1 Getting started with MLOps and ML engineering

This chapter sets the stage for building reliable, production-grade ML systems by focusing on the operational challenges where most projects stumble—data quality, automation, deployment, and maintenance—rather than on model complexity. It introduces a practical, hands-on path to becoming a confident ML engineer, emphasizing real-world patterns, reproducibility, and scalable architectures. The approach is iterative, grounded in end-to-end thinking from problem framing through deployment and monitoring, with an emphasis on learning by doing.

The ML life cycle is presented in two broad phases. During experimentation, teams iterate through problem formulation, data collection and preparation, data versioning, model training, evaluation, and stakeholder validation—ideally orchestrated as reproducible pipelines. In the dev/staging/production phase, those pipelines are fully automated and triggered via CI or programmatic events to support deployment, versioned releases, and continuous monitoring. Production concerns include containerization and scalability, performance and reliability testing, monitoring infrastructure and business metrics alongside data/model drift, and automated retraining based on schedules or thresholds.

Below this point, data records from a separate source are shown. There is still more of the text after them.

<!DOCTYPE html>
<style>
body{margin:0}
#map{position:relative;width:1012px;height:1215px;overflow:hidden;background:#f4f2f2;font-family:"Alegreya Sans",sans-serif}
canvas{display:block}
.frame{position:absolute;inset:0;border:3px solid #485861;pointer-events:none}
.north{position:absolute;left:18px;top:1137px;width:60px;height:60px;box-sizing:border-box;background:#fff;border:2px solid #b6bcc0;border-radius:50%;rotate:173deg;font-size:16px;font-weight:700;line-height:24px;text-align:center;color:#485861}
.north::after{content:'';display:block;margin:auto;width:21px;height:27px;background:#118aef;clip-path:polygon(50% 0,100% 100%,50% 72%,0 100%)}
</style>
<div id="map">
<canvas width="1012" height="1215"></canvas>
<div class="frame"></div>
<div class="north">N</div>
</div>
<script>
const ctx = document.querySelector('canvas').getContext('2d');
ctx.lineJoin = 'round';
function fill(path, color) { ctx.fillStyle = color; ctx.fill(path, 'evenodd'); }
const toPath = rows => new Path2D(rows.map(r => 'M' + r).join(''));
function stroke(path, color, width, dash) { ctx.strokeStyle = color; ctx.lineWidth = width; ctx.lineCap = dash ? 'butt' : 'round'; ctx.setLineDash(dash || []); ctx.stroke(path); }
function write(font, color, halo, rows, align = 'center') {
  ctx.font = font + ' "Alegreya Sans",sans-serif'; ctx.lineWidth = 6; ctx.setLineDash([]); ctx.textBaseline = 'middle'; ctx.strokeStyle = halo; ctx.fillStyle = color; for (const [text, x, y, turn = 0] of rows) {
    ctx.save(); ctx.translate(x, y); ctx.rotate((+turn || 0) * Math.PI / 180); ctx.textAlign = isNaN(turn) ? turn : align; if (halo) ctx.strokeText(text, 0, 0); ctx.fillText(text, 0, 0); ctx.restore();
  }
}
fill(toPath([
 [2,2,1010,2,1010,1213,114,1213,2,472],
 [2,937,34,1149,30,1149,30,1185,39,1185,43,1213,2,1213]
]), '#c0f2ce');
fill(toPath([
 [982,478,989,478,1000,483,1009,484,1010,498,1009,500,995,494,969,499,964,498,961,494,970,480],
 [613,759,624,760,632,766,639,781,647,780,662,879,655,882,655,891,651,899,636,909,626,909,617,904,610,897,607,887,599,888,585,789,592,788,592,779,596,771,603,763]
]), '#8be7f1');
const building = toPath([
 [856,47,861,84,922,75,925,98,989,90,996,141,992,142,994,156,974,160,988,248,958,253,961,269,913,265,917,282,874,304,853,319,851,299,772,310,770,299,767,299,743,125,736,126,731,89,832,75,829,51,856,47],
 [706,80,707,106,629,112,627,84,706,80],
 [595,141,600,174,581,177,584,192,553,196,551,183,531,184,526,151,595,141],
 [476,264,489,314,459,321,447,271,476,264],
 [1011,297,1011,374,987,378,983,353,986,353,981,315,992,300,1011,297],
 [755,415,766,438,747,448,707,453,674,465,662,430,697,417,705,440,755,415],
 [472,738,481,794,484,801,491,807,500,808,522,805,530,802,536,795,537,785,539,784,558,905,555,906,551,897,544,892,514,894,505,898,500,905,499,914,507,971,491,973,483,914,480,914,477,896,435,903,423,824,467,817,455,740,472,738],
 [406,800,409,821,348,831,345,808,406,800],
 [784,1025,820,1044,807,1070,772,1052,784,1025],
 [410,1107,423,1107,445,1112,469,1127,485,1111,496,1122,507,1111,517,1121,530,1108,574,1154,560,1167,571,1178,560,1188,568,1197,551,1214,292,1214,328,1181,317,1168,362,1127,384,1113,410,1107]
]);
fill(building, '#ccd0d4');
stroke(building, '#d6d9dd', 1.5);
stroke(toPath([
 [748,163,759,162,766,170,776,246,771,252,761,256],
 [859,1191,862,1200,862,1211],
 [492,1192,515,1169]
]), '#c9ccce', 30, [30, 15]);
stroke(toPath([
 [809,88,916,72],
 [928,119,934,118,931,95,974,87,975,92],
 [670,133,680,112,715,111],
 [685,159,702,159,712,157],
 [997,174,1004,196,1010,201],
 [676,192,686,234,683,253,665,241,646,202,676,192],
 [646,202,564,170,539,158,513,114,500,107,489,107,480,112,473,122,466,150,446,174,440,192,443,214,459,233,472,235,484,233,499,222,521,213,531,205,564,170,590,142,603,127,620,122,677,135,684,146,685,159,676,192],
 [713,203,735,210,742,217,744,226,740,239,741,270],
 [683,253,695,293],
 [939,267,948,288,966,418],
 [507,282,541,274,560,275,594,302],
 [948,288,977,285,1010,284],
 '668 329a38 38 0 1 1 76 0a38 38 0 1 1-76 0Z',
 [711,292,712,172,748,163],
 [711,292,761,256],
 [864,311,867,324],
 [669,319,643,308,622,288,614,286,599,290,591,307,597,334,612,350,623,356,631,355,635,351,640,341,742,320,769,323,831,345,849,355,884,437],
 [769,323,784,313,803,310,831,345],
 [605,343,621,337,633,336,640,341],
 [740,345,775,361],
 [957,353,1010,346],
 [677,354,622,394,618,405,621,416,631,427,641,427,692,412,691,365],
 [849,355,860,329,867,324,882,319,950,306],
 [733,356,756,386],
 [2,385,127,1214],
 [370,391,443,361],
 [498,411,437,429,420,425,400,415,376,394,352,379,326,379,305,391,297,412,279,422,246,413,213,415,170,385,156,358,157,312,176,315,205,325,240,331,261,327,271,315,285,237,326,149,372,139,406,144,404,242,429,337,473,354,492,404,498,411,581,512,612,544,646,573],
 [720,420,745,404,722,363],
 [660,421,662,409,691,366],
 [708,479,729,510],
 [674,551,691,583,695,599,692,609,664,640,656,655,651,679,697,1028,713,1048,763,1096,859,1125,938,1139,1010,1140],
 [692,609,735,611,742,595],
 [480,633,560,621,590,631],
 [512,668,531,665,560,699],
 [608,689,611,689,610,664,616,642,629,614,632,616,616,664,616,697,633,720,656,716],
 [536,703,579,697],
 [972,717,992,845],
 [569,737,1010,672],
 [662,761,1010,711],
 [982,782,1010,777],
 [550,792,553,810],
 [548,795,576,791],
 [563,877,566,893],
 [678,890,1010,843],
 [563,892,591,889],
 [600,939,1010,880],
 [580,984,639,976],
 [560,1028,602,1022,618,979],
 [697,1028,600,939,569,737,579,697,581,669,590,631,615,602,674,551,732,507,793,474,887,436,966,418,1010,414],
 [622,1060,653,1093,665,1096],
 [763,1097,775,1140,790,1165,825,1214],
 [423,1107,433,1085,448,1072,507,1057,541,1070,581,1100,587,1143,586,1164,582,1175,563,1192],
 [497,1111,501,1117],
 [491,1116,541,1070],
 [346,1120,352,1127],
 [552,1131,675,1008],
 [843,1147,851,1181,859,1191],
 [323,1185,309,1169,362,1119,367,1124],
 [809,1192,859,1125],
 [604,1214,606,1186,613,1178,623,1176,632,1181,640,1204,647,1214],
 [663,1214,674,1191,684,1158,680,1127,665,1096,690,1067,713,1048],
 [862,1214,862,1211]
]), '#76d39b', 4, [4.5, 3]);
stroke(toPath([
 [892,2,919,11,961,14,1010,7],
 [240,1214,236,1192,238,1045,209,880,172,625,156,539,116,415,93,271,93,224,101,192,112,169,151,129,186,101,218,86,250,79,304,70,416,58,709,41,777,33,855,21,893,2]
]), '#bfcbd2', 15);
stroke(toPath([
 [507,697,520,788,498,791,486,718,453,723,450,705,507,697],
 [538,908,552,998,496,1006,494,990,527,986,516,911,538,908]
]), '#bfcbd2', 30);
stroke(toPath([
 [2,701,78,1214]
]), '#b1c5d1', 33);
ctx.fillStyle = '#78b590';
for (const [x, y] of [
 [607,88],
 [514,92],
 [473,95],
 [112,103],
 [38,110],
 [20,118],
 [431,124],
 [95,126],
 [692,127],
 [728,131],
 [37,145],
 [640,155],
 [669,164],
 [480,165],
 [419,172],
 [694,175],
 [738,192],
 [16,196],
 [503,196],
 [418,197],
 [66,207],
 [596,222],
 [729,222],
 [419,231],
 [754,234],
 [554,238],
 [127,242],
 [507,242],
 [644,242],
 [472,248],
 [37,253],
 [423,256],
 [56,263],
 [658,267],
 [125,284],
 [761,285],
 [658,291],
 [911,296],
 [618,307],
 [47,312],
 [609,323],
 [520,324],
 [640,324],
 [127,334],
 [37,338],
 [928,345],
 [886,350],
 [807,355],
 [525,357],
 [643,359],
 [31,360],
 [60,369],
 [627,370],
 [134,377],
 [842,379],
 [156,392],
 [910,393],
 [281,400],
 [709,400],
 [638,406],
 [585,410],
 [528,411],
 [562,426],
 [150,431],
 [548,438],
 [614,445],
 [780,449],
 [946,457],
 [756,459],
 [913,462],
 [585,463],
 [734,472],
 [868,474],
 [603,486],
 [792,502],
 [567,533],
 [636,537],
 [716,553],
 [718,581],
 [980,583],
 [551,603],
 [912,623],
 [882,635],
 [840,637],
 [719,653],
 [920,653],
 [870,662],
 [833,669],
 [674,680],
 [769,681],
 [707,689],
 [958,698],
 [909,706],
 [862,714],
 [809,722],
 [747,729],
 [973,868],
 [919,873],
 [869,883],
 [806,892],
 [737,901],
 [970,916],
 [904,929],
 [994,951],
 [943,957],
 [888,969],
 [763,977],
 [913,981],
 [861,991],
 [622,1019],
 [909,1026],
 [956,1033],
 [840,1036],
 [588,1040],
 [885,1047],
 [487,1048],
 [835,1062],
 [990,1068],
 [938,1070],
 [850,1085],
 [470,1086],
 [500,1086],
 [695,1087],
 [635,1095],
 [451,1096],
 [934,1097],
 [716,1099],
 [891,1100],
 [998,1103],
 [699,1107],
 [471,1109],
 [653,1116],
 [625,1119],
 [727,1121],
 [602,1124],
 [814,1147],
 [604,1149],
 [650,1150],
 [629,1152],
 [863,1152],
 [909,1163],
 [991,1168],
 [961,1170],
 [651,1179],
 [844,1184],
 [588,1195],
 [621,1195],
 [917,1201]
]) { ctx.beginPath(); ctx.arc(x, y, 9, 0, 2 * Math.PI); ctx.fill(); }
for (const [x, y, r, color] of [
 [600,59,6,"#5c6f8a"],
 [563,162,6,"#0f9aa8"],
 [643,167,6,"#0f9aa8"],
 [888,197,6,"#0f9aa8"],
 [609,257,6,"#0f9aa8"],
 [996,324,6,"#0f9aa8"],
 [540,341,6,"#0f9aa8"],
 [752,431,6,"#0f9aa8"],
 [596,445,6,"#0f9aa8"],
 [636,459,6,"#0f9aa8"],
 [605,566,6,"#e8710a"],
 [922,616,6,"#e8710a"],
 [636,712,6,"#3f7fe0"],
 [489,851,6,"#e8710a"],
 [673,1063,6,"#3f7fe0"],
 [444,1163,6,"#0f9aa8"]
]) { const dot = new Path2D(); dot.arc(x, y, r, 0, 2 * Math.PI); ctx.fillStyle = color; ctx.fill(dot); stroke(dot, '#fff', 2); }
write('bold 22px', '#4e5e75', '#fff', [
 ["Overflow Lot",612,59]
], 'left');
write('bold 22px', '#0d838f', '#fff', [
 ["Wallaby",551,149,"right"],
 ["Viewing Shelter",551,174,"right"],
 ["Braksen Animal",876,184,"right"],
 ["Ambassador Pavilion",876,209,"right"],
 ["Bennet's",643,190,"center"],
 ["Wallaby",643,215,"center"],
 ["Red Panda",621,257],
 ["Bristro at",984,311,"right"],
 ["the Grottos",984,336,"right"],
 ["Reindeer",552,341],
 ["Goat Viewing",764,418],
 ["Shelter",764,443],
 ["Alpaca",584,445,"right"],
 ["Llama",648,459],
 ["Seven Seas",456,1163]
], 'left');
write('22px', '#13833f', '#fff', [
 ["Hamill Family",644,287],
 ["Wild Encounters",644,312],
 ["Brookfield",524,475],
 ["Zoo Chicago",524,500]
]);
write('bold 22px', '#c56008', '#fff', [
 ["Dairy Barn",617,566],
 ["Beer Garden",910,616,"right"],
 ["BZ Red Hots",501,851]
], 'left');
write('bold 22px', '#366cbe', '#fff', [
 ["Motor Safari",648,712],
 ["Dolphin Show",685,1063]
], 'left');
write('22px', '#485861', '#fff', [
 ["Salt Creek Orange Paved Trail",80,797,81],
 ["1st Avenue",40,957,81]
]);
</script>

Success in MLOps draws on strong software engineering foundations, practical ML and data engineering skills, and a bias toward automation for repeatability and auditability. The chapter advocates incrementally building an ML platform—centered on Kubernetes and Kubeflow Pipelines—then extending it with feature stores, model registries, and CI/CD-driven deployment. Tool choices are pragmatic and context-dependent, with a “build vs buy” lens informed by first-hand platform assembly. The roadmap applies these principles through three projects: an OCR service, a tabular movie recommender (highlighting feature stores, drift, and observability), and a RAG-based documentation assistant that extends the same foundation to LLMOps.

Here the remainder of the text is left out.